Situated Blurriness: Donkey Assemblages and the Global Politics of Hide Extraction in Pakistan and Australia
Date: 12 June 2026
Muhammad Kavesh (Australian National University)
Petronella Vaarzon-Morel (New York University Sydney)
Abstract
This talk examines how the expanding trade in donkey hides for ejiao production reconfigures human-animal relations across Pakistan and Australia. Drawing on ethnographic research in Punjab and in Central and Northern Australia, we develop the concept of situated blurriness to describe the patterned ambiguities through which states and commercial actors sustain extractive possibility while obscuring ecological limits and ethical tensions. As China’s declining donkey population drives transnational sourcing, donkeys are variously framed as agricultural products, invasive pests, speculative assets, and indispensable labouring companions. In Pakistan, inflated livestock statistics and illicit trade sustain narratives of demographic abundance despite locally experienced scarcity and rising prices. In Australia, proposals for commercial farming intersect with conservation culling and Aboriginal engagements with free-roaming donkeys, generating competing valuations of animal life.

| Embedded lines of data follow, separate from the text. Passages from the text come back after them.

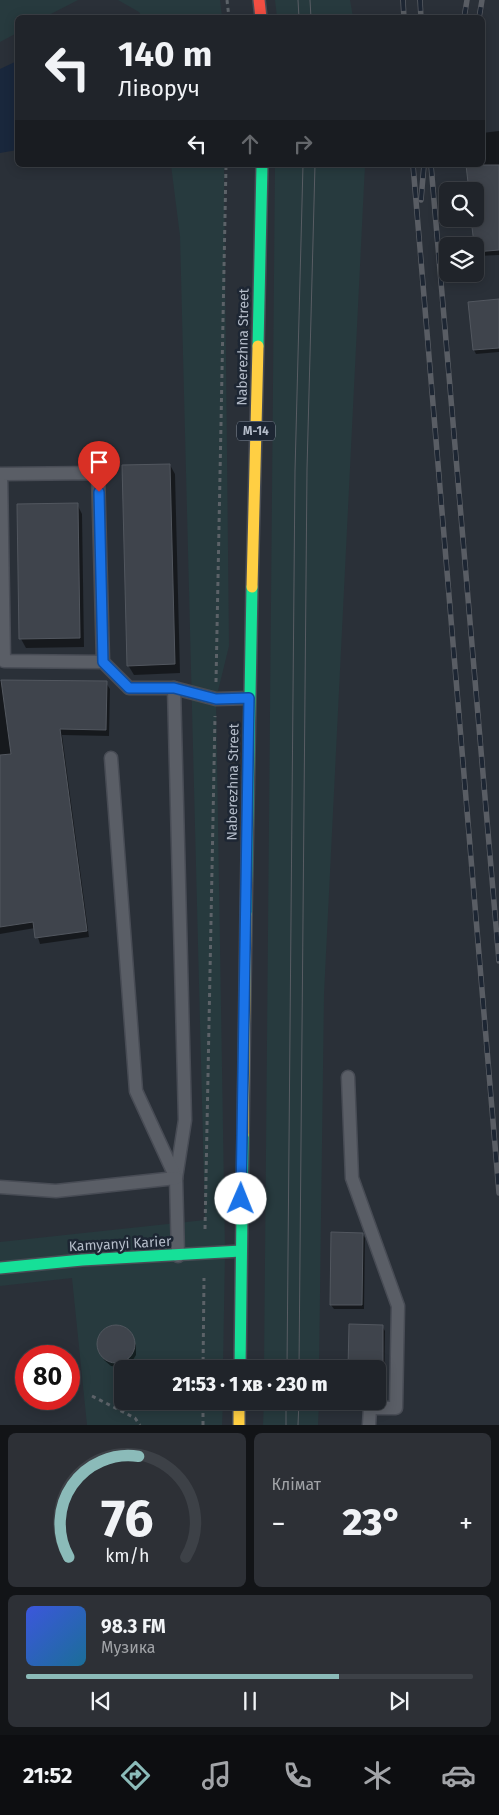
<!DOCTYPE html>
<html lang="uk">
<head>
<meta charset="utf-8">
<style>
  body { margin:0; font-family:"Fira Sans",sans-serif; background:#2d3036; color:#f1f3f6; height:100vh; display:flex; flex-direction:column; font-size:19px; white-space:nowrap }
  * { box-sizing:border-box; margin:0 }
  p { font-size:16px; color:#a2a4a8 }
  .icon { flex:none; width:28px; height:28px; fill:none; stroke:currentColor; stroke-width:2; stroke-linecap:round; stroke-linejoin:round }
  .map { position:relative; height:1425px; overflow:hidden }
  .drawer { display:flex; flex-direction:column; gap:8px; padding:8px; background:#121417; flex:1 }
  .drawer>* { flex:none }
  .hud { position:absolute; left:15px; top:15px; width:470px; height:152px; border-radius:8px; box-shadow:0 2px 12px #0003,0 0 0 1px #3d4147; background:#20242a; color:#f1f3f6; overflow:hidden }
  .fabs { position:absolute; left:439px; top:182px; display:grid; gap:10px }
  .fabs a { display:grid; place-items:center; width:45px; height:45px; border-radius:8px; background:#20242a; box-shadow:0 2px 12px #0003,0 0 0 1px #3d4147; font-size:25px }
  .speed { position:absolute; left:15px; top:1345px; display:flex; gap:10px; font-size:25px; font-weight:700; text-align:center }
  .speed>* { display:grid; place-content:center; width:65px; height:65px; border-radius:50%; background:#20242a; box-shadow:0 2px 12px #0003,0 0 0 1px #3d4147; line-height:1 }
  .speed .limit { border:8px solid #d22; background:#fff; color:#111 }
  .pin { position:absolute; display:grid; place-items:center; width:42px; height:42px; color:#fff; margin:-51px -21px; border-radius:50% 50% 50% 0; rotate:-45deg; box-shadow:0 0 5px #0007 }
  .pin .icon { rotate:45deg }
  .me { position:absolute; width:55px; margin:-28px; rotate:1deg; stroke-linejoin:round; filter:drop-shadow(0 0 4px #0008) }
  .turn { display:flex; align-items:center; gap:18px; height:105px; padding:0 20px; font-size:22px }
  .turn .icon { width:65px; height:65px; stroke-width:2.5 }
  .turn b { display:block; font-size:35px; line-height:42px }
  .lanes { display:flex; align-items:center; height:48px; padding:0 20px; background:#0003; justify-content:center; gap:25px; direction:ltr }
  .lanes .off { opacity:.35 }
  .big { font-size:38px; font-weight:800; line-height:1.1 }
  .drawer .widget { flex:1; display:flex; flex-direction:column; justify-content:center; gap:8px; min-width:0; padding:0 18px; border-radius:8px; background:#2d3036 }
  .drawer .dial { align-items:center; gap:0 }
  .dial svg { height:130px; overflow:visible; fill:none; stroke:#3d4147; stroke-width:7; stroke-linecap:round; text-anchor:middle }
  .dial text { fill:#f1f3f6; stroke:none }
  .song { display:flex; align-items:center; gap:15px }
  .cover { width:60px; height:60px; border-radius:8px; background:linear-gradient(135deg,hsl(230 70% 55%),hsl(200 70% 35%)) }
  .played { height:5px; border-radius:2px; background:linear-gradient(90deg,#8bbbb9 70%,#3d4147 70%) }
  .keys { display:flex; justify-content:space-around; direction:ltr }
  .heat { display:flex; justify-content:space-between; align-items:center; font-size:28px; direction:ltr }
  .drawer .tiles { flex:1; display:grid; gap:8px; grid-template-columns:1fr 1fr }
  .widget:last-child { grid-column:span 2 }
  .trip { position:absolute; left:114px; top:1360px; width:272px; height:50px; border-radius:8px; background:#20242a; box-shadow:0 2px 12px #0003,0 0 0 1px #3d4147; font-weight:800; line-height:50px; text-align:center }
  .tabs { display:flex; height:80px; justify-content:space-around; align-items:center; background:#0d0e11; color:#a2a4a8 }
  .tabs .icon { width:35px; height:35px }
  .tabs .on { color:#8bbbb9 }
  .tabs b { font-size:22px; color:#f1f3f6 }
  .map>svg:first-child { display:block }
  .green { fill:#273a3e }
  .water { fill:#19273c }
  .shadow { fill:#0007 }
  .building { fill:#3f444c; stroke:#52575f }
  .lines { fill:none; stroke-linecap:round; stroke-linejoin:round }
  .lane-casing { stroke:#484c55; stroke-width:15 }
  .fast-casing { stroke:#484c55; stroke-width:14 }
  .slow-casing { stroke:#484c55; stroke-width:14 }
  .jam-casing { stroke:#484c55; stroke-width:14 }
  .path { stroke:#5c6268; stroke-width:3; stroke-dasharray:4 4; stroke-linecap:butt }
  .lane { stroke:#5a5e66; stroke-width:12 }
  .fast { stroke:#16e098; stroke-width:11 }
  .slow { stroke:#ffcf43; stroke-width:11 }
  .jam { stroke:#f24e42; stroke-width:11 }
  .tram { stroke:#595d64; stroke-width:1 }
  .rail-casing { stroke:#595d64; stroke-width:5.5 }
  .rail { stroke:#1d2633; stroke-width:4; stroke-dasharray:11; stroke-linecap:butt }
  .route-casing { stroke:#114b97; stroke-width:12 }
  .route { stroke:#1a73e8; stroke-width:9 }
  .labels { text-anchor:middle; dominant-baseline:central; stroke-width:5; stroke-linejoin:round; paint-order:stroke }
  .shield { fill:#1d2633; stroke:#878f9c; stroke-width:1 }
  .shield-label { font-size:12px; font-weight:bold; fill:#b4bcc9 }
  .street-label { font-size:14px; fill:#b4bcc9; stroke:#1d2633 }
</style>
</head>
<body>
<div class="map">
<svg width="499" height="1425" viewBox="0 0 499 1425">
  <rect width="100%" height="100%" fill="#2a3038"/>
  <g class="green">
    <polygon points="0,0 78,0 45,17 18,18 17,33 0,42"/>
    <polygon points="118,0 220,0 222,17 142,17 139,12"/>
    <polygon points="275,0 350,0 353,17 277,17"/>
    <polygon points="171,165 224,165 229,646 216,699 225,1252 223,1369 122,1369 122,1401 223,1401 222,1425 87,1425 72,1278 0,1286 0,1242 205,1220 180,236"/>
    <polygon points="275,165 365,165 324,994 319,1369 264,1369"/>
    <polygon points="264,1401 319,1401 318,1425 263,1425"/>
  </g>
  <polygon class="water" points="17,61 17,150 0,153 0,69"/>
  <g class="shadow">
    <polygon points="499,131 499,255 478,256 475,252 472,219 475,219 475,191 470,191 468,165 482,165 482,133"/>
    <polygon points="499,300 499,352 476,354 474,350"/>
    <polygon points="170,465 175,474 180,673 134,675 128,665"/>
    <polygon points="77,504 82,514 84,647 26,648 21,639"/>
    <polygon points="0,681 106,683 110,689 109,736 62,735 89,937 40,944 35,928 0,934"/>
    <polygon points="362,1234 365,1238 364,1309 334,1309 331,1305"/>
    <polygon points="382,1326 385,1331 384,1399 378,1399 378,1369"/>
    <polygon points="118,1327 127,1331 136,1345 136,1355 131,1363 121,1367 111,1366 104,1360 98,1345 100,1335 108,1328"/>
  </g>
  <g class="building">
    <polygon points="466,165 499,165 499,250 475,252 471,219 475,219 475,191 469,191"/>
    <polygon points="499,299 499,348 473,350 468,302"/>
    <polygon points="170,464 175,664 127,666 122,465"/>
    <polygon points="78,503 80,638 19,639 17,504"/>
    <polygon points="1,680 107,681 106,730 60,729 87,931 35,938 33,922 0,927 0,755 11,754"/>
    <polygon points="331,1232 363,1233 362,1305 330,1305"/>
    <polygon points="349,1324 383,1325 383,1369 348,1369"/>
    <circle cx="116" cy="1344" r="19"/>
  </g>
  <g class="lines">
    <defs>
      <g id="lane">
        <polyline points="103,662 4,661 1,474 98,473 103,662 129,688 174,688 216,699 249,698"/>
        <polyline points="174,688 185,1120 176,1178 178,1256"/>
        <polyline points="111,758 136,1091 176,1178"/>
        <polyline points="348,1077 352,1178 398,1306 396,1408 370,1408 369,1425"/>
        <polyline points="0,1187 56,1191 176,1178"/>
      </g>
      <g id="fast">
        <polyline points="258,346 262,165"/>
        <polyline points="246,914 252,587"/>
        <polyline points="0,1268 82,1260 241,1251"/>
        <polyline points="240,1369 243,1135"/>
      </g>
      <g id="slow">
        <polyline points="252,587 258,346"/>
        <polyline points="243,1135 246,914"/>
        <polyline points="239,1401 239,1425"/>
      </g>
      <polyline id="jam" points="259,0 261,18"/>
    </defs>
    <use href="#lane" class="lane-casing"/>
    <use href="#fast" class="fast-casing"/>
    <use href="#slow" class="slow-casing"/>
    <use href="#jam" class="jam-casing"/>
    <g class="path">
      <polyline points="227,0 229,18"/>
      <polyline points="216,682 226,165"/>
      <polyline points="205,1229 215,716"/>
      <polyline points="203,1369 204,1278"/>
      <polyline points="92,1396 135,1418 140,1425"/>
      <polyline points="203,1425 203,1401"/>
    </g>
    <use href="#lane" class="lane"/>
    <use href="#fast" class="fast"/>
    <use href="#slow" class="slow"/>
    <use href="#jam" class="jam"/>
    <g class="tram">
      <polyline points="298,0 299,18"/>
      <polyline points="310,0 311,18"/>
      <polyline points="287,1369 295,471 303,165"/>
      <polyline points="299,1369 307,469 315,165"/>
      <polyline points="286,1425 286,1401"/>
      <polyline points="298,1425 299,1401"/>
    </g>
    <defs>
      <g id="rail">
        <polyline points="403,0 404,18"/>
        <polyline points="420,0 421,18"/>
        <polyline points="464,18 467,0"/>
        <polyline points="479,18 482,0"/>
        <polyline points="413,165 499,1193"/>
        <polyline points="431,165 499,961"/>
        <polyline points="421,200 424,165"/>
      </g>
    </defs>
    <use href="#rail" class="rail-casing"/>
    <use href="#rail" class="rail"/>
  </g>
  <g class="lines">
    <defs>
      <polyline id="route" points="99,492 103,662 129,688 174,688 216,699 249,698 241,1199"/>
    </defs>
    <use href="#route" class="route-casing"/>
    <use href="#route" class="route"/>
  </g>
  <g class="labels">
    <rect class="shield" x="237" y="421.5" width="38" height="19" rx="4"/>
    <g class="shield-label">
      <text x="256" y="431">М-14</text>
    </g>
    <g class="street-label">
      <text transform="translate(243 347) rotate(-89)">Naberezhna Street</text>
      <text transform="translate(233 782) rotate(-89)">Naberezhna Street</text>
      <text transform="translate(120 1244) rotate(-3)">Kamyanyi Karier</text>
    </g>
  </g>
</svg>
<div class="fabs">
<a><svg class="icon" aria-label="search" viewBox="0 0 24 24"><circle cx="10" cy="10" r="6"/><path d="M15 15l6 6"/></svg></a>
<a><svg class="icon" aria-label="layers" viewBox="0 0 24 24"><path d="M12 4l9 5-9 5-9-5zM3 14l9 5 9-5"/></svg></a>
</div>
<div class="speed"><div class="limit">80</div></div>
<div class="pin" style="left:99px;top:492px;background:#d93025"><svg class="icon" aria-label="arrive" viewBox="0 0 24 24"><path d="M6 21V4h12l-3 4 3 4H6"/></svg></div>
<svg class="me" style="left:241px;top:1199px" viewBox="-20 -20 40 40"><circle r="19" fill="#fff"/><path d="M0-13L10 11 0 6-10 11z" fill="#1a73e8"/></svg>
<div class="trip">21:53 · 1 хв · 230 m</div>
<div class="hud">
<div class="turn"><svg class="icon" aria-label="left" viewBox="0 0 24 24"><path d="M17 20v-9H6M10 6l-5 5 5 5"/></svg><div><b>140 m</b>Ліворуч</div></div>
<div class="lanes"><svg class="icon" aria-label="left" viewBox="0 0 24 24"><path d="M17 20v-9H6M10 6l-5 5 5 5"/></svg><svg class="icon off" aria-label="ahead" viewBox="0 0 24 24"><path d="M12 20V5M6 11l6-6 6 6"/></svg><svg class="icon off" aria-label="right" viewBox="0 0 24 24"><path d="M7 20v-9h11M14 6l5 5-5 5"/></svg></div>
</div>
</div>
<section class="drawer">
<div class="tiles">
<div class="widget dial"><svg viewBox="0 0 100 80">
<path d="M14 69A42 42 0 1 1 86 69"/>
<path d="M14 69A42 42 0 0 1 57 7" stroke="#8bbbb9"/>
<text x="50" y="56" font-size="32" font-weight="700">76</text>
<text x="50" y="72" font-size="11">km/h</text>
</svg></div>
<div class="widget"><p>Клімат</p>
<div class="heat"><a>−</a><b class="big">23°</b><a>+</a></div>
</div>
<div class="widget">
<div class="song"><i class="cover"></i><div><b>98.3 FM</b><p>Музика</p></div></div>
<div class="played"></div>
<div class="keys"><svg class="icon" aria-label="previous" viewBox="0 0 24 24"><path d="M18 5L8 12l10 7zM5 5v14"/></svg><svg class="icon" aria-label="pause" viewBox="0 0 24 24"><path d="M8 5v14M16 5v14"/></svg><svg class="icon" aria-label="next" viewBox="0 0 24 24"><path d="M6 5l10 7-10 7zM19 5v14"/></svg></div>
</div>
</div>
</section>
<nav class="tabs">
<b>21:52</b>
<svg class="icon on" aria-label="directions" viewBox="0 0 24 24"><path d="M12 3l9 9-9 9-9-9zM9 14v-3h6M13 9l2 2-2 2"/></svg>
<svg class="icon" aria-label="music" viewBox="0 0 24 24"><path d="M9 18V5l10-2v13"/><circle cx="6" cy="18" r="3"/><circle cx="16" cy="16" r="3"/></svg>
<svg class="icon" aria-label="phone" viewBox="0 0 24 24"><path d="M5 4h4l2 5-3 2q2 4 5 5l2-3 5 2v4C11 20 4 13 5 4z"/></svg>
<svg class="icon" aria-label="climate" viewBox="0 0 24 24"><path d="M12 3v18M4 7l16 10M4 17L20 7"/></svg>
<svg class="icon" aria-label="car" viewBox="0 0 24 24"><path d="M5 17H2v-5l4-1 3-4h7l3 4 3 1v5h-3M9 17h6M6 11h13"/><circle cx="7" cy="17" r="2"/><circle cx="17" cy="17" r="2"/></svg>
</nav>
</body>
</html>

Across both sites, bureaucratic enumeration, speculative investment, and regulatory manoeuvring detach donkeys from lived assemblages of care, labour, and memory, rendering them legible primarily as extractable hide. Attending ethnographically to these processes, we argue how blurriness is constitutive of contemporary commodity chains, and enables the transformation of sentient beings into tradable biomatter.